Here, we have defined a class Shape, and have added a list of Shapes as an attribute to Submission. Each shape has a location, its center, which is a list of coordinates. Classes Circle and Square inherit from Shape, and have some additional attributes. All the classe are passed when creating the load function, and that’s important, because only those classes will be considered by YAtiML.

YAtiML will automatically recognize which subclass matches the object actually specified in the list from the attributes that it has. If more than one subclass matches, it will give an error message stating that the file being read is ambiguous. If both a parent class and its child class match, YAtiML will prefer the child class, and not consider it ambiguous.
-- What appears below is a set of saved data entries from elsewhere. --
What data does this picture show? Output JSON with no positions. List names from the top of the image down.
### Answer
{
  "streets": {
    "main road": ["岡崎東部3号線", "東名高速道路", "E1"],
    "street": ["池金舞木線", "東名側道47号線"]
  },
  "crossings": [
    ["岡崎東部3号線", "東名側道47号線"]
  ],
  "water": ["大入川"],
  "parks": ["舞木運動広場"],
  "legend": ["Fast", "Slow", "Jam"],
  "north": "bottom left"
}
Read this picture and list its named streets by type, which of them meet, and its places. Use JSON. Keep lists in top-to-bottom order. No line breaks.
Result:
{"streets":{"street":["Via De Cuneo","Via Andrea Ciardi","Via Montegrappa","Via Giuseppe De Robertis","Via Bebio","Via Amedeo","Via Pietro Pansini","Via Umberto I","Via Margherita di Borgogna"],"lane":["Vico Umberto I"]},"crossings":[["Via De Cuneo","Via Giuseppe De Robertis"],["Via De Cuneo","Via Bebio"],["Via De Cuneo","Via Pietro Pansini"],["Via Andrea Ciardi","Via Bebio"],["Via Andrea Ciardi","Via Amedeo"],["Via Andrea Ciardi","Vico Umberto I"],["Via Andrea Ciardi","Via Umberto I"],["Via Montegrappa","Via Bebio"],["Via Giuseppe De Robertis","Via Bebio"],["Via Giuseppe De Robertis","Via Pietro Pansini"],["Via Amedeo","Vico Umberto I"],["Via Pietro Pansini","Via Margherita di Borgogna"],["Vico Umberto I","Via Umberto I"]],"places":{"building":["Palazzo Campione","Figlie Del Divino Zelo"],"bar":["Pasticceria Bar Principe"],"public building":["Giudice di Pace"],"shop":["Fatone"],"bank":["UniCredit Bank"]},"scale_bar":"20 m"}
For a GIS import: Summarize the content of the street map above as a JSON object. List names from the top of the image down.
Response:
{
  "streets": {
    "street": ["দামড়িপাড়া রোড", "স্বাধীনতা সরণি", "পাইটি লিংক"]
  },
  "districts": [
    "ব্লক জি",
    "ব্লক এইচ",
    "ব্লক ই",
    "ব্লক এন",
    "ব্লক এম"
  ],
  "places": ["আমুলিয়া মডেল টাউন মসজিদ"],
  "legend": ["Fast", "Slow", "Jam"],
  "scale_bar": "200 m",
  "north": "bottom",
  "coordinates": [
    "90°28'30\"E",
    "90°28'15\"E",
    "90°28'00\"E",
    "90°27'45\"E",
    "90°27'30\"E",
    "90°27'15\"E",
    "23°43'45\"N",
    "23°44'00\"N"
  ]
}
Abstract base classes (ones inheriting from abc.ABC, and/or with functions marked @abc.abstractmethod) never match, as they cannot be instantiated.

Note that the child classes include the parent’s class’s center attribute in their __init__, and pass it on using super(). This is required, as otherwise YAtiML won’t accept the center attribute for a subclass. Another design option here would be to automatically merge the named attributes along the inheritance path, and allow using a **kwargs on __init__ to forward additional attributes to the parent classes. The more explicit option is more typing, but it also makes it easier to see what’s going on when reading the code, and that’s very important for code maintainability. So that’s what YAtiML does.

Enumerations

Enumerations, or enums, are types that are defined by listing a set of possible values. In Python 3, they are made by creating a class that inherits from enum.Enum. YAML does not have enumerations, but strings work fine provided that you have something like YAtiML to check that the string that the user put in actually matches one of the values of the enum type, and return the correct value from the enum class. Here’s how to add some colour to the drawings.

docs/examples/enums.py

import enum
from typing import List, Union
import yatiml


# Create document classes
class Color(enum.Enum):
    red = 0xff0000
    orange = 0xff8000
    yellow = 0xffff00
    green = 0x008000
    blue = 0x00aeef


class Shape:
    def __init__(self, center: List[float], color: Color) -> None:
        self.center = center
        self.color = color


class Circle(Shape):
    def __init__(self, center: List[float], color: Color, radius: float) -> None:
        super().__init__(center, color)
        self.radius = radius


class Square(Shape):
    def __init__(self, center: List[float], color: Color, width: float, height: float) -> None:
        super().__init__(center, color)
        self.width = width
        self.height = height


class Submission(Shape):
    def __init__(
            self,
            name: str,
            age: Union[int, str],
            drawing: List[Shape]
            ) -> None:
        self.name = name
        self.age = age
        self.drawing = drawing


# Create loader
load = yatiml.load_function(Submission, Color, Shape, Circle, Square)

# Load YAML
yaml_text = ('name: Janice\n'
             'age: 6\n'
             'drawing:\n'
             '  - center: [1.0, 1.0]\n'
             '    color: red\n'
             '    radius: 2.0\n'
             '  - center: [5.0, 5.0]\n'
             '    color: blue\n'
             '    width: 1.0\n'
             '    height: 1.0\n')
doc = load(yaml_text)

print(doc.name)
print(doc.age)
print(doc.drawing[0].color)

Note that the labels that YAtiML looks for are the names of the enum members, not their values. In many existing standards, enums map to numerical values, or if you’re making something new, it’s often convenient to use the values for something else. The names are usually what you want to write though, so they’re probably easier for the users to write in the YAML file too. If you want something else though, you can season your enumerations. See below for a general explanation of seasoning, or look at Seasoning enumerations in the Recipes section for some examples.

User-Defined Strings

When defining file formats, you often find yourself with a need to define a string with constraints. For example, Dutch postal codes consist of four digits, followed by two uppercase letters. If you use a generic string type for a postal code, you may end up accepting invalid values. A better solution is to define a custom string type with a built-in constraint. In Python 3, you can do this by deriving a class either from str or from collections.UserString. The latter is easier, so that’s what we’ll use in this example. Let’s add the town that our participant lives in to our YAML format, but insist that it be capitalised.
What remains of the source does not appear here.